■ WHAT TO WORK ON
Please return every record below exactly as it stands.

======

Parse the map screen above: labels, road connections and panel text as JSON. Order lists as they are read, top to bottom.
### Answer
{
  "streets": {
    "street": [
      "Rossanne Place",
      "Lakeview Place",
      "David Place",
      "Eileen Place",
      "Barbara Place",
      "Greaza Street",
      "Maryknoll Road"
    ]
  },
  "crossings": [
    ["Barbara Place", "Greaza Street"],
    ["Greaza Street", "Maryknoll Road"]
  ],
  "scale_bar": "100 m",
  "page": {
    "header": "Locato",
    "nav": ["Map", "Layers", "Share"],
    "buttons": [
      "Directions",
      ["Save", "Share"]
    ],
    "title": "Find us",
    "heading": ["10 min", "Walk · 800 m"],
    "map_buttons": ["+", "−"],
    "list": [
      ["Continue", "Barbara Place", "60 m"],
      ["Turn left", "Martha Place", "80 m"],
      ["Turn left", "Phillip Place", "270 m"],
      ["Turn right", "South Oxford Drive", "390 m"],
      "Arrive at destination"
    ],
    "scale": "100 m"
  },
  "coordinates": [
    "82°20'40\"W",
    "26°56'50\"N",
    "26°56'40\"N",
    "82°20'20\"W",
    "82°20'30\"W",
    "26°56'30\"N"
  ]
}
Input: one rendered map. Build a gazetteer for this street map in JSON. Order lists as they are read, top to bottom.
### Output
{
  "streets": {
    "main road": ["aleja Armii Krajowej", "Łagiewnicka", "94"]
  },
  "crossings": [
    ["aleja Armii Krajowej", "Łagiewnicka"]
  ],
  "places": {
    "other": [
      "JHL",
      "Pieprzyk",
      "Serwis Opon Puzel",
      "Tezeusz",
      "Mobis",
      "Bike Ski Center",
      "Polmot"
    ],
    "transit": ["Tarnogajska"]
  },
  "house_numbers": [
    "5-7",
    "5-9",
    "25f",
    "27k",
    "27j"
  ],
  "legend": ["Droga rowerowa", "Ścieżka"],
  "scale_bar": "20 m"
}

======

■ ANSWER BOX
Parse the map screen above: labels, road connections and panel text as JSON. Order lists as they are read, top to bottom.
### Answer
{
  "streets": {
    "street": [
      "Rossanne Place",
      "Lakeview Place",
      "David Place",
      "Eileen Place",
      "Barbara Place",
      "Greaza Street",
      "Maryknoll Road"
    ]
  },
  "crossings": [
    ["Barbara Place", "Greaza Street"],
    ["Greaza Street", "Maryknoll Road"]
  ],
  "scale_bar": "100 m",
  "page": {
    "header": "Locato",
    "nav": ["Map", "Layers", "Share"],
    "buttons": [
      "Directions",
      ["Save", "Share"]
    ],
    "title": "Find us",
    "heading": ["10 min", "Walk · 800 m"],
    "map_buttons": ["+", "−"],
    "list": [
      ["Continue", "Barbara Place", "60 m"],
      ["Turn left", "Martha Place", "80 m"],
      ["Turn left", "Phillip Place", "270 m"],
      ["Turn right", "South Oxford Drive", "390 m"],
      "Arrive at destination"
    ],
    "scale": "100 m"
  },
  "coordinates": [
    "82°20'40\"W",
    "26°56'50\"N",
    "26°56'40\"N",
    "82°20'20\"W",
    "82°20'30\"W",
    "26°56'30\"N"
  ]
}
Input: one rendered map. Build a gazetteer for this street map in JSON. Order lists as they are read, top to bottom.
### Output
{
  "streets": {
    "main road": ["aleja Armii Krajowej", "Łagiewnicka", "94"]
  },
  "crossings": [
    ["aleja Armii Krajowej", "Łagiewnicka"]
  ],
  "places": {
    "other": [
      "JHL",
      "Pieprzyk",
      "Serwis Opon Puzel",
      "Tezeusz",
      "Mobis",
      "Bike Ski Center",
      "Polmot"
    ],
    "transit": ["Tarnogajska"]
  },
  "house_numbers": [
    "5-7",
    "5-9",
    "25f",
    "27k",
    "27j"
  ],
  "legend": ["Droga rowerowa", "Ścieżka"],
  "scale_bar": "20 m"
}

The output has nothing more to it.